Unlike formal reports, informal technical reports are used for daily communication within a corporation or workplace. The parts of an informal technical report generally include a heading, introduction, summary, discussion/feedback, and conclusion. A  recommendations section and or attachments section may be included if necessary.

Heading 
Though some organizations have their own template for informal report headings, most headings include the date, a name for who the formal report is being addressed to, a name for who the report is from, a subject, a reference, action required, and a distribution list. The Date, To, From, and Subject are all crucial portions of the heading. Alternatively, the Reference, Action Required, and Distribution list may be used depending on the circumstance and content of the report. A Reference should be used if the report is related to a previous report or is a response to another informal report. The Action Required may be necessary if receivers must respond by a certain date or time. Lastly, a Distribution List should be included if it is necessary for all readers to be aware of who is receiving the report, in addition to the file name.  A sample format is as follows
 
Date:6 July 2018

To:MOBILITY TECHNOLOGIES

From:SUPIMENS SECURITY SYSTEM

Subject:REPORT ON SECURITY SYSTEMS

Reference:

Action Required:

Distribution List:

Introduction 
The introduction of the report should concisely summarize what the report is going to cover. Additionally, the introduction should include a purpose, any helpful background information, and the order of the content.

Summary 
The summary should cover the key points addressed in the report. If appropriate, the introduction and summary may be combined when using informal technical reports.

Discussion/Feedback 
The discussion portion of the report should be used to cover each main point that it introduced in the summary. This section should be reserved for elaborating on the key points and discussing any potential issues that the readers may need to be aware of.
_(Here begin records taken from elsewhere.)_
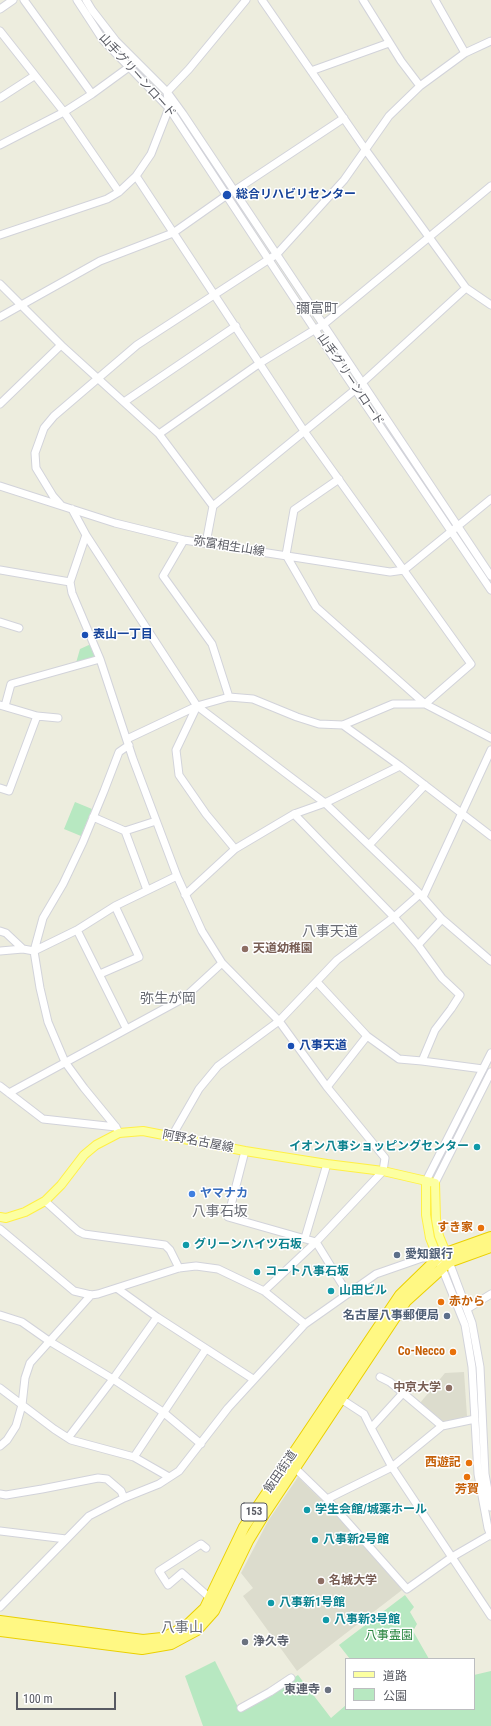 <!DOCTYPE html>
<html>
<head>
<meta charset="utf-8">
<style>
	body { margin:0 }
	#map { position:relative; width:491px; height:1726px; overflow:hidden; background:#ededde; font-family:"Roboto Condensed","Noto Sans JP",sans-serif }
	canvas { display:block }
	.legend { position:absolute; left:345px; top:1658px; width:130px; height:52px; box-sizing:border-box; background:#fff; border:1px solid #bcbdc0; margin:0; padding:5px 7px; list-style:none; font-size:12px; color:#585a62 }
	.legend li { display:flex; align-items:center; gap:8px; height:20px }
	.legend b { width:20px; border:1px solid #bcbdc0 }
	.scale { position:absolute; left:16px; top:1692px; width:100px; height:18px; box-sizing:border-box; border:2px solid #585a62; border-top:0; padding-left:5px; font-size:12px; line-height:14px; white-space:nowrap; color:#585a62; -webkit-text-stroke:3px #fff; paint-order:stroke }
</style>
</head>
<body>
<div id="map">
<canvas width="491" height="1726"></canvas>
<ul class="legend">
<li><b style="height:5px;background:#fcffa1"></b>道路</li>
<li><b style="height:11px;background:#b7e8c1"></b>公園</li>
</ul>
<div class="scale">100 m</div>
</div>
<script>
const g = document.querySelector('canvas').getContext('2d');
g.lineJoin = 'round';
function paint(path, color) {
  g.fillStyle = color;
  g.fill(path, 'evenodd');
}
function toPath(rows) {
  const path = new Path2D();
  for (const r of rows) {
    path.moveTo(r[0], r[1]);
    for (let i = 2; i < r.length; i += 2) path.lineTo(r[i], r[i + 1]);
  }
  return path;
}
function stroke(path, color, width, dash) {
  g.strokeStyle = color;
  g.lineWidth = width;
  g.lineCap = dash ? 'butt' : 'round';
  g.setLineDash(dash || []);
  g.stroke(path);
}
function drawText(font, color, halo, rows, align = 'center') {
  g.font = font + ' "Roboto Condensed","Noto Sans JP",sans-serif';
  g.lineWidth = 3;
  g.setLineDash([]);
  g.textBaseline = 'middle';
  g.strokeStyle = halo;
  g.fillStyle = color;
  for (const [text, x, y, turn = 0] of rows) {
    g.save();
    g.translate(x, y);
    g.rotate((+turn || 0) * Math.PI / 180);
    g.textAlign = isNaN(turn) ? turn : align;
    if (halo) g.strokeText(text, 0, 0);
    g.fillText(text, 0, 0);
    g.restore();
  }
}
const education = toPath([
	[464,1372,467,1416,443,1423,421,1405,420,1403,445,1373],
	[298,1477,342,1520,388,1571,402,1590,297,1671,243,1596,253,1588,241,1573,268,1521]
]);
const green = toPath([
	[91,644,97,658,76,663,80,649],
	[75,802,92,809,81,836,64,829],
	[405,1595,414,1607,410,1612,417,1624,413,1631,429,1659,350,1659,339,1645],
	[215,1661,240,1711,298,1675,331,1718,346,1705,346,1709,474,1709,474,1675,491,1671,491,1726,203,1726,185,1676]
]);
const minor = toPath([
	[24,0,92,94],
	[77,0,103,40,169,108,315,330,491,590],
	[86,0,92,10,116,41,167,92,183,114,491,576],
	[262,0,365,149,466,288,491,305],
	[363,0,401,61,420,86],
	[435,0,465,53],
	[0,9,13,0],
	[0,31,64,112,119,192],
	[311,71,389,43],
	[0,98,34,76],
	[0,145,64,112,92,94,129,67],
	[234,191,344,118],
	[0,235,107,199,119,192,136,176,151,154,169,108,167,92,189,69,246,0],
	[0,284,61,345,159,434,213,506],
	[0,317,100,261,173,233,227,195],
	[363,382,466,288],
	[124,402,236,326],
	[0,404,61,345],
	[159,434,260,363,324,324,491,186],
	[339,479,294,510,286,555,316,607,425,704,491,738],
	[0,486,115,523,184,540,390,572,404,570,491,499],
	[61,505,53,496,36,468,35,453,39,442,44,428,54,416,137,345,277,254,344,180,389,116,420,86,465,53,491,41],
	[72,509,86,535,70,582,72,593,100,659,133,759,177,876,202,931,222,963,279,1021,327,1087,385,1158,383,1171,316,1242,264,1291],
	[86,535,197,706,325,803,420,894,442,919,491,961],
	[184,540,163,576,212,644,229,697],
	[206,543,213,506,356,389],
	[0,570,70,582],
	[0,622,19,628],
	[0,705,37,716,58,718],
	[5,706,11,684,100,659],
	[197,706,176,750,179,775,206,814,235,849],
	[343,725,400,766],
	[127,739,197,706,229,697,253,699,297,717,319,724,343,725,393,704,425,704,471,664,304,431,136,176],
	[0,788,9,791,37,716],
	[294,814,394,917,418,945,442,978,460,995,451,1009,435,1030,422,1061],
	[93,817,125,831,156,821],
	[125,831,147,890],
	[369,845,425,785],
	[185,895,235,849,294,814,325,803,400,766,491,836],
	[423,897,491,750],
	[77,930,126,1028],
	[0,931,6,933,23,949],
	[418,945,442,919],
	[0,951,23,949,34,951,77,930,115,906,177,876],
	[100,974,139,957,115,906],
	[317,982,367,1036,399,1059,422,1061,483,1069],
	[0,1086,43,1119,116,1127],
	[327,1087,367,1036],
	[9,1093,184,998,222,963],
	[119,1133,116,1127,84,1088,65,1062,48,1022,40,988,34,951,43,918,63,884,83,842,104,791,119,752,129,745],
	[172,1136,199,1089,218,1066,279,1021,337,960,394,917,420,894],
	[245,1151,228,1217,316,1242,348,1294],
	[426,1181,491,1053],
	[435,1183,491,1072],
	[45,1201,78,1231,84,1234,165,1245,170,1250,179,1268],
	[0,1229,74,1291,91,1295,98,1294,179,1268,196,1266,218,1269,264,1291,305,1324],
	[305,1238,327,1164],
	[448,1259,472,1323,480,1367,485,1474,491,1507],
	[118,1289,157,1317,253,1379],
	[467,1309,491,1294],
	[0,1315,22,1322,49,1341,113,1379,163,1412,201,1444],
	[380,1377,390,1382,442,1426],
	[0,1388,54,1429,71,1440,134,1457,169,1477],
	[403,1393,371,1428,392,1467,491,1616],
	[341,1399,364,1414,371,1428],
	[68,1438,113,1379,157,1317],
	[0,1446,7,1440,16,1426,22,1405,25,1378,30,1363,91,1295],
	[134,1457,206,1349],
	[293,1466,327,1499,407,1589,452,1557,490,1535],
	[0,1494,6,1495,42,1489,98,1478,107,1479,121,1491,124,1498],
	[327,1499,392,1467,442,1426,475,1419],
	[0,1531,66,1539],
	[206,1548,201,1544,159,1571,168,1585,182,1573,210,1598],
	[0,1607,89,1516,124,1498,159,1484,179,1471,228,1408,305,1324,376,1274,422,1258,438,1258,465,1325,472,1367,478,1474,488,1528,491,1536],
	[241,1708,270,1692,291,1678]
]);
const major = toPath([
	[426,1181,426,1215,430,1238,438,1258],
	[0,1217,6,1218,25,1212,45,1201,61,1185,84,1155,96,1145,119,1133,143,1131,245,1151,327,1164,383,1171,435,1183,436,1219,439,1236,446,1253]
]);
const highway = toPath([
	[0,1621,143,1640,162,1638,184,1628,205,1608,244,1527,400,1295,438,1258,446,1253,491,1237],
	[0,1631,142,1649,171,1644,197,1630,214,1611,248,1541,265,1513,406,1301,449,1262,491,1247]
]);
const markers = [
	[227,195,5,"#1a4fb4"],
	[85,635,4,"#1a4fb4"],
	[245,949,4,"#8d6e63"],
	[291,1046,4,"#1a4fb4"],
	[477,1147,4,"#0f9aa8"],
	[192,1194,4,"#3f7fe0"],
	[481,1228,4,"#e8710a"],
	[186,1245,4,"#0f9aa8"],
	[397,1255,4,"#5c6f8a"],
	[257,1272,4,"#0f9aa8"],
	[331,1291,4,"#0f9aa8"],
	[441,1302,4,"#e8710a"],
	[447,1316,4,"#5c6f8a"],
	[453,1352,4,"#e8710a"],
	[449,1388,4,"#8d6e63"],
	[469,1463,4,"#e8710a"],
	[467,1477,4,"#e8710a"],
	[307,1510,4,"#0f9aa8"],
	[315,1540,4,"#0f9aa8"],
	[321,1581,4,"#8d6e63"],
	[271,1603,4,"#0f9aa8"],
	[326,1620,4,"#0f9aa8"],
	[245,1642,4,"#6b7280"],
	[328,1690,4,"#6b7280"]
];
const shields = [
	[254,1512,26]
];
const shieldNames = [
	["153",254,1512]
];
const streetNames = [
	["山手グリーンロード",137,76,48],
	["山手グリーンロード",350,380,56],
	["弥富相生山線",229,547,9],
	["阿野名古屋線",198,1142,11],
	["飯田街道",281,1472,-56]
];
const transitNames = [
	["総合リハビリセンター",236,195],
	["表山一丁目",93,635],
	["八事天道",299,1046]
];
const educationNames = [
	["天道幼稚園",253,949],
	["中京大学",441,1388,"right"],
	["名城大学",329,1581]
];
const cultureNames = [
	["イオン八事ショッピングセンター",469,1147,"right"],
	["グリーンハイツ石坂",194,1245],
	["コート八事石坂",265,1272],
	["山田ビル",339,1291],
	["学生会館/城薬ホール",315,1510],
	["八事新2号館",323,1540],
	["八事新1号館",279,1603],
	["八事新3号館",334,1620]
];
const shopNames = [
	["ヤマナカ",200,1194]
];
const foodNames = [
	["すき家",473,1228],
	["赤から",449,1302,"left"],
	["Co-Necco",445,1352],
	["西遊記",461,1463],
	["芳賀",467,1490,"center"]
];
const serviceNames = [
	["愛知銀行",405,1255],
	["名古屋八事郵便局",439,1316,"right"]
];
const parkNames = [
	["八事霊園",389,1636]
];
const worshipNames = [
	["浄久寺",253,1642],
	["東連寺",320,1690,"right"]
];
const quarterNames = [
	["彌富町",317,309],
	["八事天道",330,932],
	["弥生が岡",168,999],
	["八事石坂",220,1212],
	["八事山",182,1628]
];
paint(education, '#dcdccd');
paint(green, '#b7e8c1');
stroke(minor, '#d2d3da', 9);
stroke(major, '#fff045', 10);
stroke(highway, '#ebd000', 12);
stroke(minor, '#fff', 7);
stroke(major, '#fcffa1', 8);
stroke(highway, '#fff883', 10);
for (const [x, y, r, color] of markers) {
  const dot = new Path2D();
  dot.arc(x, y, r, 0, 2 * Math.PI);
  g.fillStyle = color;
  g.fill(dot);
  stroke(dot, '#fff', 1.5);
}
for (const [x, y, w] of shields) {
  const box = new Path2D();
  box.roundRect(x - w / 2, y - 9, w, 18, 3);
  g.fillStyle = '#fff';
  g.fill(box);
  stroke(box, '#585a62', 1);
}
drawText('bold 11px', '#585a62', null, shieldNames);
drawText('12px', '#585a62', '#fff', streetNames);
drawText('bold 12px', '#164399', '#fff', transitNames, 'left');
drawText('bold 12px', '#785e54', '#fff', educationNames, 'left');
drawText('bold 12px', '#0d838f', '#fff', cultureNames, 'left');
drawText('bold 12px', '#366cbe', '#fff', shopNames, 'left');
drawText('bold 12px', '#c56008', '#fff', foodNames, 'right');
drawText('bold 12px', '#4e5e75', '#fff', serviceNames, 'left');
drawText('12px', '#2b8641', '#fff', parkNames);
drawText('bold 12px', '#5b616d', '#fff', worshipNames, 'left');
drawText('14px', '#696c74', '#fff', quarterNames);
</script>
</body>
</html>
Additionally, the author may include any interpretations or opinion in this section.

Conclusion 
The conclusion portion of the report should summarize all of the key points addressed and restate the most important points that readers should take away from the report.

Recommendations 
The recommendations section should be reserved for proposing any solutions to the issues addressed in the discussion/feedback section.

Attachments  
The attachment section should be utilized for any extra documents containing data or supporting evidence necessary to support the key point addressed in the report.